Department of Biological Sciences, Simon Fraser University, Burnaby, BC, Canada V5A 1S6. Electronic address:


During embryonic development neurons differentiate and extend axons and dendrites that have to reach their appropriate targets. In Caenorhabditis elegans the AVG neuron is the first neuron to extend an axon during the establishment of the ventral nerve cord, the major longitudinal axon tract in the animal. In genetic screens we isolated alleles of plr-1, which caused polarity reversals of the AVG neuron as well as outgrowth and navigation defects of the AVG axon. In addition plr-1 mutants show outgrowth defects in several other classes of neurons as well as the posterior excretory canals. plr-1 is predicted to encode a transmembrane E3 ubiquitin ligase and is widely expressed in the animal including the AVG neuron and the excretory cell. plr-1 has recently been shown to negatively regulate Wnt signalling by removing Wnt receptors from the cell surface.

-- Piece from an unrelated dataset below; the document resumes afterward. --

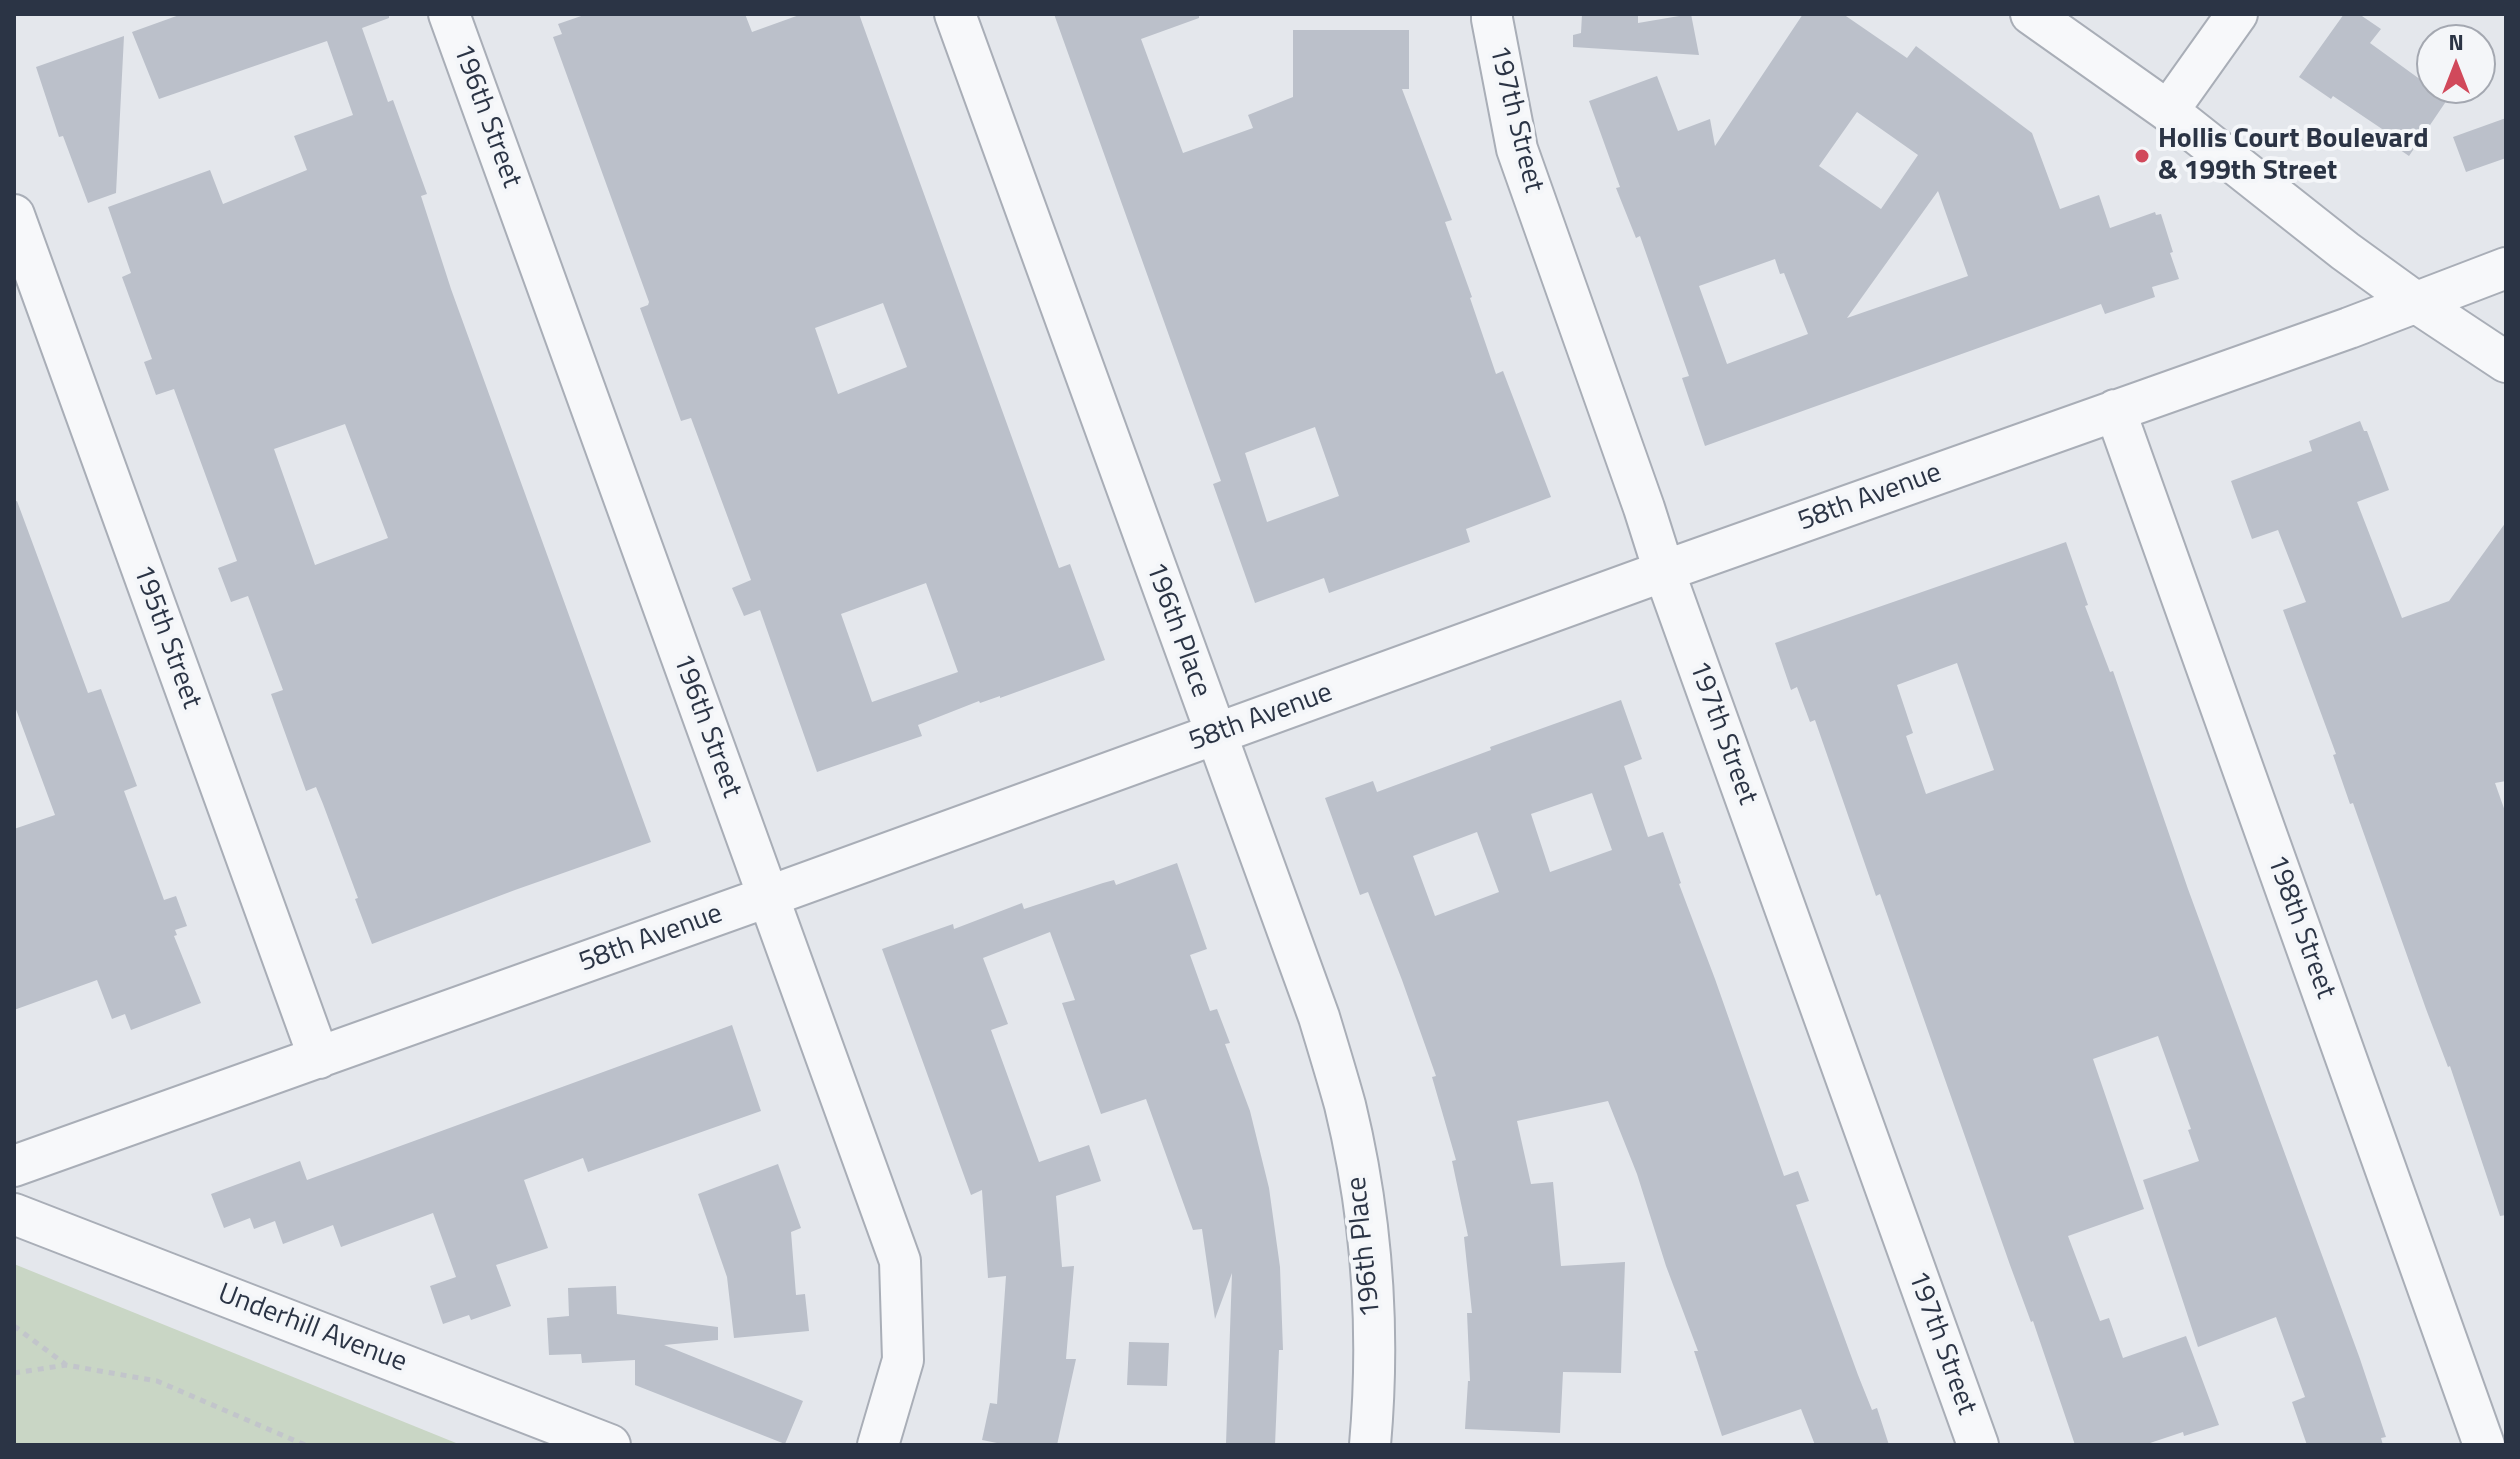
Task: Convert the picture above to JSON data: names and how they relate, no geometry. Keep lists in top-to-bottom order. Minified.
{"streets":{"street":["196th Street","197th Street","58th Avenue","196th Place","195th Street","198th Street","Underhill Avenue"]},"crossings":[["196th Street","58th Avenue"],["197th Street","58th Avenue"],["58th Avenue","196th Place"],["58th Avenue","195th Street"],["58th Avenue","198th Street"]],"places":["Hollis Court Boulevard & 199th Street"],"north":"top"}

We observed that mutations in a gene reducing Wnt signalling as well as mutations in unc-53/NAV2 and unc-73/Trio suppress the AVG polarity defects in plr-1 mutants, but not the defects seen in other cells. This places plr-1 in a Wnt regulation pathway, but also suggests that plr-1 has Wnt independent functions and interacts with unc-53 and unc-73 to control cell polarity.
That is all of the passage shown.